Classifica Mibact, 2016 da incorniciare per Santa Maria Capua Vetere: è tra le prime 100 città italiane

Con 41.429 visitatori il circuito archeologico è tra i primi per tasso di crescita. Ida Gennarelli: "Non solo aumento generico ma anche visitatori più consapevoli"

Santa Maria Capua Vetere - Con il Circuito Archeologico "Anfiteatro Campano, Mitreo e Antiquarium e Museo Archeologico Statale dell'Antica Capua" la città di Santa Maria Capua Vetere si posiziona 98esimo posto nella classifica nazionale del Mibact per numero di visitatori, relativi all’anno appena concluso.

I 41.429 visitatori della triade di Santa Maria sono il risultato dei turisti in visita e di una tendenza in costante crescita di persone alla "ri-scoperta" della propria città.

“Sono soddisfatta in parte del risultato ottenuto, perché le potenzialità del territorio sono molto più alte” così il funzionario dell’Ufficio dei Beni Archeologici Ida Gennarelli commenta il risultato. Un risultato che è lo specchio di una crescita tutta italiana, in controtendenza rispetto al calo delle visite nel resto d’Europa. L’incremento dell’attenzione nei confronti dell’arte e della cultura è sancita con un +14,2% con cui la Regione Campania si classifica tra le prime posizioni in Italia per tasso di crescita e numero di visitatori. 

Unico in provincia di Caserta a comparire tra le prime 100 posizioni in Italia, il circuito archeologico sammaritano è composto dal Mitreo e Antiquarium, dal Museo Archeologico dell’antica Capua e dal monumento rappresentativo della città: l’Anfiteatro Campano. Grazie alla recente riqualificazione l’Anfiteatro da luogo degradato è diventato punto di riferimento per i cittadini e per i turisti. 

In provincia precede Santa Maria Capua Vetere solo la Reggia, che con il boom di visite nel 2016 raggiunge il 12esimo posto. Scendendo nella classifica si trovano il Museo “Teanum Sidicinum” con 8.696 visitatori e il Museo Archeologico di Calatia a Maddaloni con 6.666 visitatori annui.

"Non c’è stato solo un generico aumento dei visitatori rispetto agli scorsi anni, ma i visitatori sono più consapevoli, non sono solo attratti da spettacoli e concerti nei siti ma si dimostrano interessati alla visita stessa dei siti e dei beni" prosegue Ida Gennarelli. 

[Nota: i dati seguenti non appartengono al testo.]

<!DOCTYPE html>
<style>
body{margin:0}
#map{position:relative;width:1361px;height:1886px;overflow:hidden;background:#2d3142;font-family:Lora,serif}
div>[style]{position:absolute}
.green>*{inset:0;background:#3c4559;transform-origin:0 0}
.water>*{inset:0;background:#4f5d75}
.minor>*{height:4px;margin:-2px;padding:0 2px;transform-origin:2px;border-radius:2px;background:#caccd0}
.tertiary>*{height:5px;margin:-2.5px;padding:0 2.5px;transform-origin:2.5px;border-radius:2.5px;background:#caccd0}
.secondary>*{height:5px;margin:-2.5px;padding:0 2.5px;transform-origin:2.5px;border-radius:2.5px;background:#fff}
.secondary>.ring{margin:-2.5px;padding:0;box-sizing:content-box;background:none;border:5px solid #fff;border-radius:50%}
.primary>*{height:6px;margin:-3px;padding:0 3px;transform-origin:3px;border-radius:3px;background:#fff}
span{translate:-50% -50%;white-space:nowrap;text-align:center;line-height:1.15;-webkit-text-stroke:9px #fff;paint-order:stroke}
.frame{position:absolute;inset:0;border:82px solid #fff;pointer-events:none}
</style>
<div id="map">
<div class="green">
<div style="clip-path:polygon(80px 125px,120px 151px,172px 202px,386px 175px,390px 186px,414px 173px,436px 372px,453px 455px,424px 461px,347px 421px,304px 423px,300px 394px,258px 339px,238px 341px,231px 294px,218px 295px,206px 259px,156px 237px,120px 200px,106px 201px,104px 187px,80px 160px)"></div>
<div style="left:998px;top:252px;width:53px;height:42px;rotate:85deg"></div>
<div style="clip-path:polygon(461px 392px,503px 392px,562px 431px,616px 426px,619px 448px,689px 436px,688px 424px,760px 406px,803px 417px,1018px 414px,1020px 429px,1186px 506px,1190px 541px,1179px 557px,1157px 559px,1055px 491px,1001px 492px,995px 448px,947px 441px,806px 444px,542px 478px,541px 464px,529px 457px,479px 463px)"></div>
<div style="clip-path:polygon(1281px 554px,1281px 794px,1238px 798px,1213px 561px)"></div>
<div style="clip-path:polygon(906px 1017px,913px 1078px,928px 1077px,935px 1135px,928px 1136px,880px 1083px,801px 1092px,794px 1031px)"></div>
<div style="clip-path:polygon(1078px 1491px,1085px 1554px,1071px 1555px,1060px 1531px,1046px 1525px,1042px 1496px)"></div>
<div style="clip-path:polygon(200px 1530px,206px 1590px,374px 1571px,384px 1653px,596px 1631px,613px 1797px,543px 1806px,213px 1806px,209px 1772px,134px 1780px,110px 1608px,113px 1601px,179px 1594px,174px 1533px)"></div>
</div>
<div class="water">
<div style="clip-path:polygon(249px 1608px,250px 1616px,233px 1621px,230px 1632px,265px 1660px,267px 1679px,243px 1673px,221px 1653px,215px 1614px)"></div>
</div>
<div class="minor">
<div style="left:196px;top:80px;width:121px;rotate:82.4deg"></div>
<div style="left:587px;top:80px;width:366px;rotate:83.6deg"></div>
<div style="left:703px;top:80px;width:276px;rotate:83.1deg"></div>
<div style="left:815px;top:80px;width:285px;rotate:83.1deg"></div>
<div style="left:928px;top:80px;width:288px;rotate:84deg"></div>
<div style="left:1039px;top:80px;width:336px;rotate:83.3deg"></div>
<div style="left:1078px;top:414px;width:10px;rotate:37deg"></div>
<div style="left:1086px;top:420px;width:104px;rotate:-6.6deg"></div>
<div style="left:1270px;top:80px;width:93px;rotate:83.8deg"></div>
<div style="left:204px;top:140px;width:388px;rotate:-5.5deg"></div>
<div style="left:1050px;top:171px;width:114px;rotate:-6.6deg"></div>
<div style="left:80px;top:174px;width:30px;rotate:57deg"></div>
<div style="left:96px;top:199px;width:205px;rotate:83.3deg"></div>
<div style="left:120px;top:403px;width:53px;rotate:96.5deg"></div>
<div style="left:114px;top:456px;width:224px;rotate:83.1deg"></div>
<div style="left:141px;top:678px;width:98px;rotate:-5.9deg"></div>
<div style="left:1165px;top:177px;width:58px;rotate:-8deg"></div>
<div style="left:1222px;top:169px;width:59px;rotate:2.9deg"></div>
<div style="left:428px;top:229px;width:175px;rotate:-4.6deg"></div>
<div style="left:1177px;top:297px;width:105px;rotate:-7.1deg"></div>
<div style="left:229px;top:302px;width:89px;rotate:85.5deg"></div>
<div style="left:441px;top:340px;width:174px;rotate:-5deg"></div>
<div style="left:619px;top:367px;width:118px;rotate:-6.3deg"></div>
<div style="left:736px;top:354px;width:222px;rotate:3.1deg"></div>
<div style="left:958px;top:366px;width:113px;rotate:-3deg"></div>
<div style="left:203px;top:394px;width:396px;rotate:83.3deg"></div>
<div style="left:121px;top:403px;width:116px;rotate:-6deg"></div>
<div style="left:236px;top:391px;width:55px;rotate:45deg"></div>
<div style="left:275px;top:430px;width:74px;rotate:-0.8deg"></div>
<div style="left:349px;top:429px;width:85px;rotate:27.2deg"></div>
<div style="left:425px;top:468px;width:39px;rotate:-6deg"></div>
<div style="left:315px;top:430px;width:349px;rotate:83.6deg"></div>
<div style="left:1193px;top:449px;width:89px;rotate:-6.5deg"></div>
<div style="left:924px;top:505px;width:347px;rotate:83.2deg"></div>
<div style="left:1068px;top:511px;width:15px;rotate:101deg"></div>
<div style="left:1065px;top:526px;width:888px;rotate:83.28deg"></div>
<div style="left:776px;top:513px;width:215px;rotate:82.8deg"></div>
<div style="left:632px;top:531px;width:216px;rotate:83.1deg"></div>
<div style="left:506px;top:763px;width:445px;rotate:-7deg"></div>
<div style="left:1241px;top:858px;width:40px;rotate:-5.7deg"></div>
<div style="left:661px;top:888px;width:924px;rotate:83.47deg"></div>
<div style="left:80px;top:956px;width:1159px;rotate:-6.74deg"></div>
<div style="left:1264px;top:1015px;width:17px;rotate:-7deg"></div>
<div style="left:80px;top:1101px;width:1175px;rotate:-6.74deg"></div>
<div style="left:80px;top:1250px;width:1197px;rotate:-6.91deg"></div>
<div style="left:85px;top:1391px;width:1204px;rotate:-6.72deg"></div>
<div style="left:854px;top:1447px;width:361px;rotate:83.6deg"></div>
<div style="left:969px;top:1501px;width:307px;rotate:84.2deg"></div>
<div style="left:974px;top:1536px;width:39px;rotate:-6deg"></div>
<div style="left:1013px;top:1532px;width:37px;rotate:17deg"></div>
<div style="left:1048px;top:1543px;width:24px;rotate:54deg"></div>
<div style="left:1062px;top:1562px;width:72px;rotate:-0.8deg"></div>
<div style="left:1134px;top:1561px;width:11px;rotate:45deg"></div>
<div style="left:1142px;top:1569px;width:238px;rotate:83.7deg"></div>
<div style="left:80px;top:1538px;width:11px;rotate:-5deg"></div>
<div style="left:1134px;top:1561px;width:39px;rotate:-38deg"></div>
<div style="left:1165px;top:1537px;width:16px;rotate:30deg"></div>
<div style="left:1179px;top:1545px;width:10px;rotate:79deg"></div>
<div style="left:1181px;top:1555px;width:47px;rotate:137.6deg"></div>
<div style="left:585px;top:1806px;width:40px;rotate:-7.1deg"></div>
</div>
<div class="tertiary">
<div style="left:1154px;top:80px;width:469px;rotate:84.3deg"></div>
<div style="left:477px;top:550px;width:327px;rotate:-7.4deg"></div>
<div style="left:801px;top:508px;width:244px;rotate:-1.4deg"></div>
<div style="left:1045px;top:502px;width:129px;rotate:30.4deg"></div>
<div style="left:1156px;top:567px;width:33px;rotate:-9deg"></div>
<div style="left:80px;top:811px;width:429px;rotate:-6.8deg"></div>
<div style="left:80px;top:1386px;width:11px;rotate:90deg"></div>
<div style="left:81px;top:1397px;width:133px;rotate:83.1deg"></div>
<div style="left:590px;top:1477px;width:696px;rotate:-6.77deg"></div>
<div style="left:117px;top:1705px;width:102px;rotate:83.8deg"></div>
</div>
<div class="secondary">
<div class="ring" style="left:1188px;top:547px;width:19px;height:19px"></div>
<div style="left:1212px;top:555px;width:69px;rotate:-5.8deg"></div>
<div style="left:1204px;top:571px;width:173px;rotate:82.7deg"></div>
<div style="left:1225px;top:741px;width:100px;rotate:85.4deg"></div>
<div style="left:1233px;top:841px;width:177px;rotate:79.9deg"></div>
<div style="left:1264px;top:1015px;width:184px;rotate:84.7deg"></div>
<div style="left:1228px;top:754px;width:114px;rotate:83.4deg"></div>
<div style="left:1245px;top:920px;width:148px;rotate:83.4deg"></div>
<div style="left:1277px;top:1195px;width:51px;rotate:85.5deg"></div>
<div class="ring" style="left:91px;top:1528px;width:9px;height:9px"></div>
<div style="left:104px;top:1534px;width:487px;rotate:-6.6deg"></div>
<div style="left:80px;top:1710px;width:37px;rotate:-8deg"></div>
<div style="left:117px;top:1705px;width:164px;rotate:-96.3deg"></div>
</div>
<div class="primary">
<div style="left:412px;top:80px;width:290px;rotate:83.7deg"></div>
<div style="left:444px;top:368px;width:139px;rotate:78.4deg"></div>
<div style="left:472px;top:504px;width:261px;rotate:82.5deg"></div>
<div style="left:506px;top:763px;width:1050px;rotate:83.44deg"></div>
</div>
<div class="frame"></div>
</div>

Tale dato positivo si spiega anche con le iniziative che rendono i musei e le visite sempre più accessibili sia agli habitué che ai visitatori occasionali. L’iniziativa dei musei gratuiti la prima domenica del mese ha fornito in questo senso un rilevante contributo, diventando per molti un appuntamento fisso: "C’è stata sempre una grande partecipazione per questa iniziativa, che noi abbiamo unito sempre con altre attività come la caccia al tesoro, conferenze e spettacoli per garantire per una sempre maggiore affluenza". 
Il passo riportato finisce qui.